> _INSTRUCTIONS TO FOLLOW_:
Among the entries that follow, the required portion opens with the line containing "const dot = new Path2D();" and closes with the line containing "strokePath(box, '#1c1c1c', 2);". Give that portion again exactly, and nothing else.

Collected data entries:
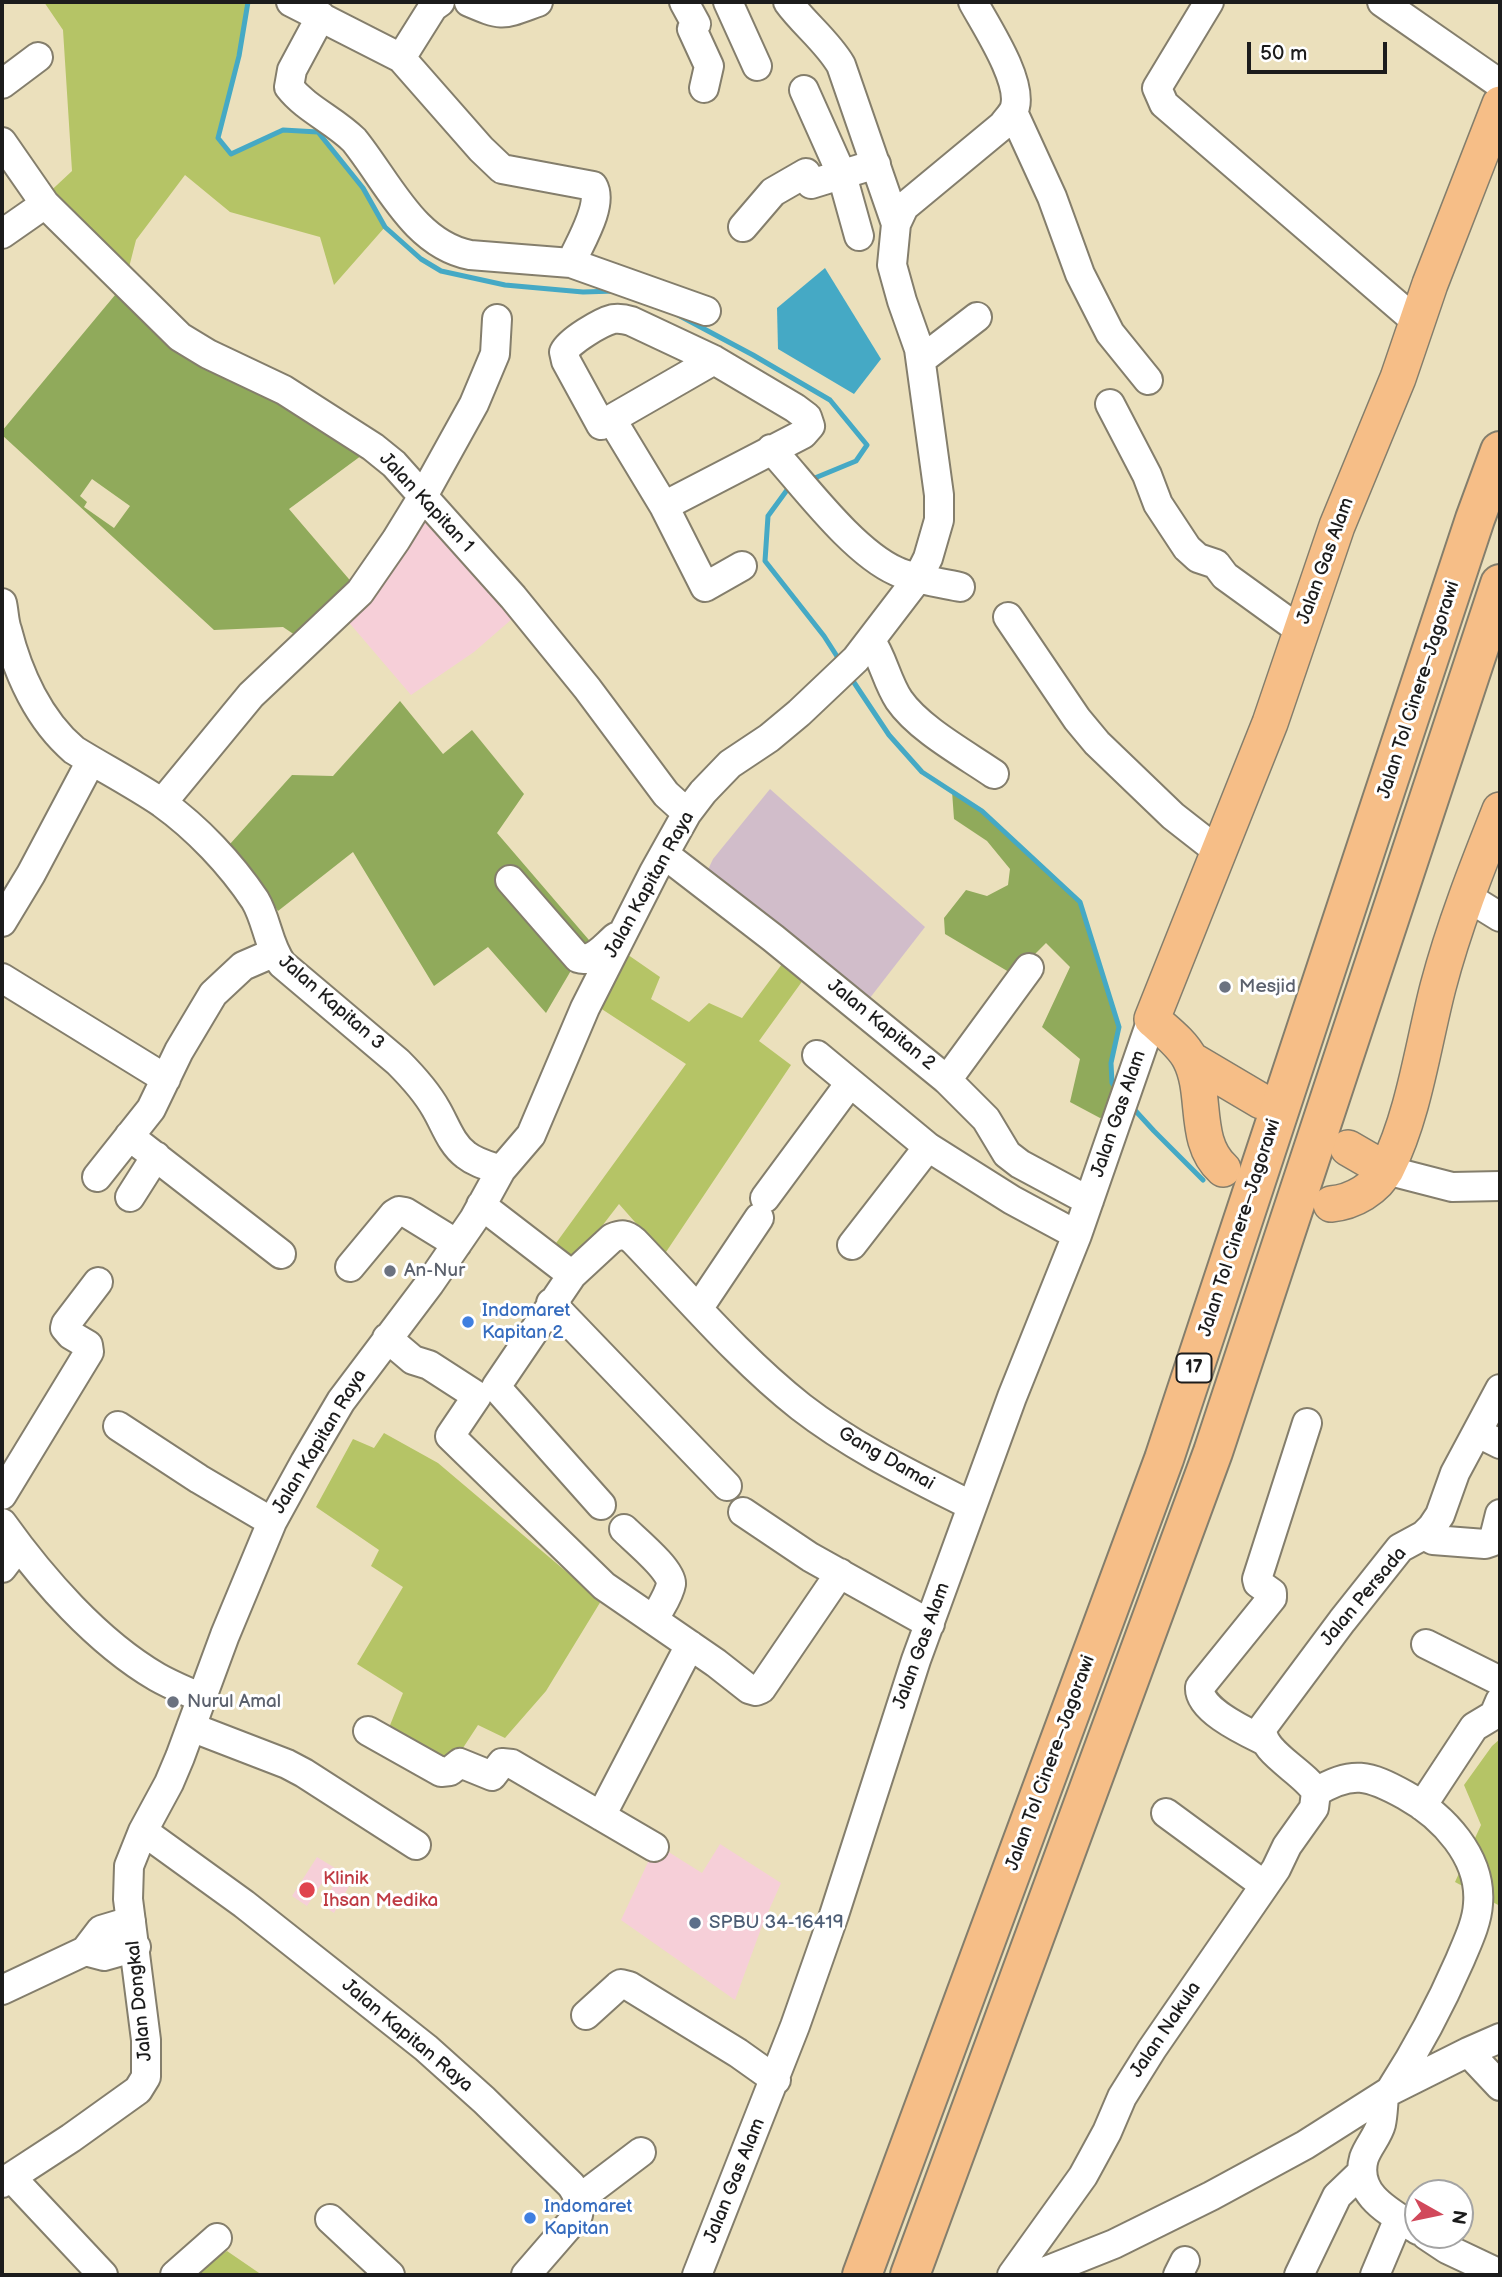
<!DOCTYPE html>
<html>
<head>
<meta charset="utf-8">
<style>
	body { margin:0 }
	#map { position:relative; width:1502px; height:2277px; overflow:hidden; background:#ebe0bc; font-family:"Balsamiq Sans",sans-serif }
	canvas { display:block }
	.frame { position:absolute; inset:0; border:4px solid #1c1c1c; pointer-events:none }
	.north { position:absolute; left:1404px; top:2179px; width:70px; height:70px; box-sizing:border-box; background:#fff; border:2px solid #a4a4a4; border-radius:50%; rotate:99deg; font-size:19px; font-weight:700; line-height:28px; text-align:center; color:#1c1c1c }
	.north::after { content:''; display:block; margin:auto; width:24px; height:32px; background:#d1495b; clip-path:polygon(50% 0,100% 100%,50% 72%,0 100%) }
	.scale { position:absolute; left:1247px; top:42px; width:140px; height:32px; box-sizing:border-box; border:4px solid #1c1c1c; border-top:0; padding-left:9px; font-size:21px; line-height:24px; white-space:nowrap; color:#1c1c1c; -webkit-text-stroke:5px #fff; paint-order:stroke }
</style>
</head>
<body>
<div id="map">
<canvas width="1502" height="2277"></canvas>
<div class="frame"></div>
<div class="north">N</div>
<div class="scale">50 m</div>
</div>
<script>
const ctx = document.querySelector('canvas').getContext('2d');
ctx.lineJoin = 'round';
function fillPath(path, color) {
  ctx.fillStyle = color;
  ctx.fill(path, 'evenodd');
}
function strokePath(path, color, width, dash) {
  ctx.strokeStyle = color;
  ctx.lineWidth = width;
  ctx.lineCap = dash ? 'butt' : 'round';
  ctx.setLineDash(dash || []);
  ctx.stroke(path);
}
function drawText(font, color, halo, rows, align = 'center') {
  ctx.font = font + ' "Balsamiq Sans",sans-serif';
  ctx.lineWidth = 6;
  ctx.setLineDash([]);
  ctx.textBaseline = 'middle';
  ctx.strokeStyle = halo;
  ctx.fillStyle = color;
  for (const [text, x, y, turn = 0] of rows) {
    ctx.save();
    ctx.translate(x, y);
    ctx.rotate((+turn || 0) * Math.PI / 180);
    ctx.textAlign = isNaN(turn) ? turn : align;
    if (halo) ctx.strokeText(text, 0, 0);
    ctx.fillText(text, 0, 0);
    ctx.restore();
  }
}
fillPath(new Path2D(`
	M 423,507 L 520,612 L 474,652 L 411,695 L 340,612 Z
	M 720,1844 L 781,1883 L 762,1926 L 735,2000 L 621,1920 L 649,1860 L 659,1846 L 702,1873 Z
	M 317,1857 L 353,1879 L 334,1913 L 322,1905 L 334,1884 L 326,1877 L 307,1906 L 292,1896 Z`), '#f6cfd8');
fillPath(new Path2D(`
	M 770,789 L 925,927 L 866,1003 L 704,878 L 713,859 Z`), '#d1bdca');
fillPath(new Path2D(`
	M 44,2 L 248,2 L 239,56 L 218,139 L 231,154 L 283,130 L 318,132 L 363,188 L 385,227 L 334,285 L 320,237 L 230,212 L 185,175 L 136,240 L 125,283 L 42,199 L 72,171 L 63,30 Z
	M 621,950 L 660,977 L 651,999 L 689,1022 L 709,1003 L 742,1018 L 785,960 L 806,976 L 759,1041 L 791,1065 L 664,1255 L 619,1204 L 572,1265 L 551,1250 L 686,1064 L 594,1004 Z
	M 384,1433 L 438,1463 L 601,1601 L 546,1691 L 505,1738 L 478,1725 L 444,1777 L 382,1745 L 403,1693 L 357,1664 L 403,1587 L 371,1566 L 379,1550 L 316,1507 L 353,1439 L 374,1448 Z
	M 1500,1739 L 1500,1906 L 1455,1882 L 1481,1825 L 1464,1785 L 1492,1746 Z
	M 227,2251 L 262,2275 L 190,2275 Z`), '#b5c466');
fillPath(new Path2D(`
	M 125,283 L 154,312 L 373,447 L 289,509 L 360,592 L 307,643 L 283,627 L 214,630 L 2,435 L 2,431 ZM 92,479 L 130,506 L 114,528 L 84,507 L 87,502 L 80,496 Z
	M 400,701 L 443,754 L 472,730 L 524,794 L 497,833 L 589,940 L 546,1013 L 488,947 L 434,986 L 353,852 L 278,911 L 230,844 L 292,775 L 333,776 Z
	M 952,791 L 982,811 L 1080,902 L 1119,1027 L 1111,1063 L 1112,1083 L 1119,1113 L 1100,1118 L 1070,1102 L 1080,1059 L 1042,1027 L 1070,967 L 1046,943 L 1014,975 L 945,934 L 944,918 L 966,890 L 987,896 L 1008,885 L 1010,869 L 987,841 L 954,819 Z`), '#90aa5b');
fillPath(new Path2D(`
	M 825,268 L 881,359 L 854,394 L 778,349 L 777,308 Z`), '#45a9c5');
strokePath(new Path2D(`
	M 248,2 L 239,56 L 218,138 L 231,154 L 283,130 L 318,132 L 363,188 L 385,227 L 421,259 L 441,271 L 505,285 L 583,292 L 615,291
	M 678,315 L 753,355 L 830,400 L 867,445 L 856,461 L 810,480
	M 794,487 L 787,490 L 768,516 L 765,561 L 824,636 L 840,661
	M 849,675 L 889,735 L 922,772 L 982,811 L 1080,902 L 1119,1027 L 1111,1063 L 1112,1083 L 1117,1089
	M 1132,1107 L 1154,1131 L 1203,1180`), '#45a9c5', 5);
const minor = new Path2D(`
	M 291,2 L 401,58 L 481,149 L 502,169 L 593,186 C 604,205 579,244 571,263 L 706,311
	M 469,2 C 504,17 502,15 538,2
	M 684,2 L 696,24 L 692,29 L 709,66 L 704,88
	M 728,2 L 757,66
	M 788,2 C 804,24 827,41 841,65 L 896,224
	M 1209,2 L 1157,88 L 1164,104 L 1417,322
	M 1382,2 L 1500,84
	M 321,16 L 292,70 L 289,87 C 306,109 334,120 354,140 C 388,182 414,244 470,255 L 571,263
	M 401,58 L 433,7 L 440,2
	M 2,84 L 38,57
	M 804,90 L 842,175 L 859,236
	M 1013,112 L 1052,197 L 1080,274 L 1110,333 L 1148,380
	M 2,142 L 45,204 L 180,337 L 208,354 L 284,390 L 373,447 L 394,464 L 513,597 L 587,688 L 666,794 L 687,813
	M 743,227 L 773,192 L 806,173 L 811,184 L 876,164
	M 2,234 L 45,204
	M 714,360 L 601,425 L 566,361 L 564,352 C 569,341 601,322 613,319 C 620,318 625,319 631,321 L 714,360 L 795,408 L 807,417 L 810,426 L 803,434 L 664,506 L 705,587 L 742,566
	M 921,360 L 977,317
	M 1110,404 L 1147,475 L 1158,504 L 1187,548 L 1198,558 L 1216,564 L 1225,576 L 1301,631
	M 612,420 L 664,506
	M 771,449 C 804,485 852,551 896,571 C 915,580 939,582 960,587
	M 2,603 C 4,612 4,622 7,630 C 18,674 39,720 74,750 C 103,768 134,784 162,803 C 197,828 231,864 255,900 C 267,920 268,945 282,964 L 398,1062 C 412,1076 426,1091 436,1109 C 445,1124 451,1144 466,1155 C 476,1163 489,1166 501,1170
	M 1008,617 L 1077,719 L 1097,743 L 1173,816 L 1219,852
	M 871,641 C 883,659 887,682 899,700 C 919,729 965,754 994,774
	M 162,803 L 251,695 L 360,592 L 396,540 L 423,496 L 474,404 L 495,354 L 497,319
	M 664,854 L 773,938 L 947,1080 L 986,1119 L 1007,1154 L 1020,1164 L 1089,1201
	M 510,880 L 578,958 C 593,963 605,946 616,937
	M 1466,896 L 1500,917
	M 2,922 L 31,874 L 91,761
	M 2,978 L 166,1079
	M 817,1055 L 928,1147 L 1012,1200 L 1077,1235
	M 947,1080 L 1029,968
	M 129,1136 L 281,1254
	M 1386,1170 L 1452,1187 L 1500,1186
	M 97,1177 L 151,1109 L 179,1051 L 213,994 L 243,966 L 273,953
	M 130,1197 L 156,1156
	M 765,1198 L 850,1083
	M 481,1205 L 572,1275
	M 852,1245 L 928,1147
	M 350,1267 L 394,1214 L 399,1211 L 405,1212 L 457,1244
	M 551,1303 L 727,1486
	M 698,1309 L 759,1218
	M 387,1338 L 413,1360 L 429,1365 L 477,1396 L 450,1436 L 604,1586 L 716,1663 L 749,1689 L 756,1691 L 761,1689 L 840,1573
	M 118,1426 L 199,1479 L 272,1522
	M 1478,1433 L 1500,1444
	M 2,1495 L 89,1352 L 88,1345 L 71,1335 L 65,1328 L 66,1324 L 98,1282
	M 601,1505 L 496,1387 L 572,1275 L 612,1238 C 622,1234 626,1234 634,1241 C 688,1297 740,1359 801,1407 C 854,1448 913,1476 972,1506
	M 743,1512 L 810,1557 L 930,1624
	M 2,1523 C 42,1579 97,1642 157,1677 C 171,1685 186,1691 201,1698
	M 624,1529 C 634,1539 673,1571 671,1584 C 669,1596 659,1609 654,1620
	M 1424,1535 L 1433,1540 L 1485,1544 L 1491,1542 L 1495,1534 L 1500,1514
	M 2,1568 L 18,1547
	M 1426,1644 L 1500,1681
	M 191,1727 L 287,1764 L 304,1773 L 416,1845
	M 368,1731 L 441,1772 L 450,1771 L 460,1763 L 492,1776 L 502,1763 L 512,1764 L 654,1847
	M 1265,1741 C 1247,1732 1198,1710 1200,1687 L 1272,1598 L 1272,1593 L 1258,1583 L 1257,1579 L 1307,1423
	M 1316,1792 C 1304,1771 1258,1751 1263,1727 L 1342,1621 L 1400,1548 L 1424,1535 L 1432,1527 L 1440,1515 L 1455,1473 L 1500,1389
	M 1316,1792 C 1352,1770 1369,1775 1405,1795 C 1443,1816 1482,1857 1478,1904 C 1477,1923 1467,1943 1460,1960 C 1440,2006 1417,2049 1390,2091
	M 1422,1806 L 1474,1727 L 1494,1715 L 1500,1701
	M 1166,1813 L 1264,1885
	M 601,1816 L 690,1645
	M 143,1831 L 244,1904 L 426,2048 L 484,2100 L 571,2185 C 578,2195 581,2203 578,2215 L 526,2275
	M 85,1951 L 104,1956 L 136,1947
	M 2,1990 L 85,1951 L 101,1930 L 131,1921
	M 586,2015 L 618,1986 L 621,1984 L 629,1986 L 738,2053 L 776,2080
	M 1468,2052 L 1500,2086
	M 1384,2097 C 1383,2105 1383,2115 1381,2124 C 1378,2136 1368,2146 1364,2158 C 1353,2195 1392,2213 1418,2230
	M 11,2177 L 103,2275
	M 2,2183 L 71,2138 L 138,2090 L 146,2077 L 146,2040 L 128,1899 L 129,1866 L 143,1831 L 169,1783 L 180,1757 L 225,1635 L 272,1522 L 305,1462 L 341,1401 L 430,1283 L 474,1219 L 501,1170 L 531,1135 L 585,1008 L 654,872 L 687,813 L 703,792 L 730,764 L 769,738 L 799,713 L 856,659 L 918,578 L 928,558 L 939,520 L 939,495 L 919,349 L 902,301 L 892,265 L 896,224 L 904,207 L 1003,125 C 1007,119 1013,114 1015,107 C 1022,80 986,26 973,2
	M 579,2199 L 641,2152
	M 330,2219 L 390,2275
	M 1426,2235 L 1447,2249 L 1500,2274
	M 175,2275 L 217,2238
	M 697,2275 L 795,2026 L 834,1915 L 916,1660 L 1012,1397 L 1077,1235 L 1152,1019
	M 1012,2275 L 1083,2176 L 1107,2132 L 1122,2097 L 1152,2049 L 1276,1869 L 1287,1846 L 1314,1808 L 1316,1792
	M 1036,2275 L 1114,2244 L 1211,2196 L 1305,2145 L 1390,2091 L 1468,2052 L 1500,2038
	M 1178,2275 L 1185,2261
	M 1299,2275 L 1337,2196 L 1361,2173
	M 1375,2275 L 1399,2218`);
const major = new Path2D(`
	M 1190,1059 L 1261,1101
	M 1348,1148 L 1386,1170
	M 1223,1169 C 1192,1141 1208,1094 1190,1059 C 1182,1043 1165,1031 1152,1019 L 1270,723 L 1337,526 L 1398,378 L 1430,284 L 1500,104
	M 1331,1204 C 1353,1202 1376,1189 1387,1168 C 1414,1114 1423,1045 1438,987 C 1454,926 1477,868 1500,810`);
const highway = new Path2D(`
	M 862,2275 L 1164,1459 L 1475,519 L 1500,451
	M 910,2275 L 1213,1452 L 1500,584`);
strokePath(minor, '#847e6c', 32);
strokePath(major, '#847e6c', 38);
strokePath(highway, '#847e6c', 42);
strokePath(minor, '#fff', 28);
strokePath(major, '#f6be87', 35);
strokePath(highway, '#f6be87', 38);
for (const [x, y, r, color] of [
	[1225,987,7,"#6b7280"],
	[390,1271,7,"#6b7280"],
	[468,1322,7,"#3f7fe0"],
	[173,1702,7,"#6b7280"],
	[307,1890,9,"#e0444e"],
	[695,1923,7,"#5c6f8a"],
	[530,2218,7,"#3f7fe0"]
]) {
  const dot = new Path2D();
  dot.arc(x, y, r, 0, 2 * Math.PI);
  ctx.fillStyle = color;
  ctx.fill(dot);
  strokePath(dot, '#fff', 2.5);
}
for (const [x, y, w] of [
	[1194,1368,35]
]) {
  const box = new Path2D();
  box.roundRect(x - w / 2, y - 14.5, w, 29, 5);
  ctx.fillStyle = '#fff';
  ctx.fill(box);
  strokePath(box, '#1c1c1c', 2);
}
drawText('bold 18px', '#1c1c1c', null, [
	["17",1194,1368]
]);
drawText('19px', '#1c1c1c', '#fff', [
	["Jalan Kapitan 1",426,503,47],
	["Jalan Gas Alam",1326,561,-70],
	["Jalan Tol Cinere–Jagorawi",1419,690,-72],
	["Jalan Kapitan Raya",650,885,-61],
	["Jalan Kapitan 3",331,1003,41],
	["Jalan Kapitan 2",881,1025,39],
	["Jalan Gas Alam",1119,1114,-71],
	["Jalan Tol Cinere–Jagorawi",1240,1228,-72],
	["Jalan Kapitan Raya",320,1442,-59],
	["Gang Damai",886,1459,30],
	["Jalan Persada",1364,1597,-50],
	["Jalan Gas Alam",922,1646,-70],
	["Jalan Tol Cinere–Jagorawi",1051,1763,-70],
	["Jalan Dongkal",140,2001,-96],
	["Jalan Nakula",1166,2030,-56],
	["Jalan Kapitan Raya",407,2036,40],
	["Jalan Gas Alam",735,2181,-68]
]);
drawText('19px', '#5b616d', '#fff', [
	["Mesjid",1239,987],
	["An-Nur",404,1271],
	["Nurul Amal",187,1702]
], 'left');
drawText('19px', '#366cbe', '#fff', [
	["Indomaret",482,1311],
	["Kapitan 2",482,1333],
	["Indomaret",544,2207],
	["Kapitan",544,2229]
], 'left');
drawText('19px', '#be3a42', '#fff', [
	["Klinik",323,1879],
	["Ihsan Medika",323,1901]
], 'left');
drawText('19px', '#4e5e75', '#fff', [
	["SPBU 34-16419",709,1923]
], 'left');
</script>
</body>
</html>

> _OUTPUT BELOW_:
  const dot = new Path2D();
  dot.arc(x, y, r, 0, 2 * Math.PI);
  ctx.fillStyle = color;
  ctx.fill(dot);
  strokePath(dot, '#fff', 2.5);
}
for (const [x, y, w] of [
	[1194,1368,35]
]) {
  const box = new Path2D();
  box.roundRect(x - w / 2, y - 14.5, w, 29, 5);
  ctx.fillStyle = '#fff';
  ctx.fill(box);
  strokePath(box, '#1c1c1c', 2);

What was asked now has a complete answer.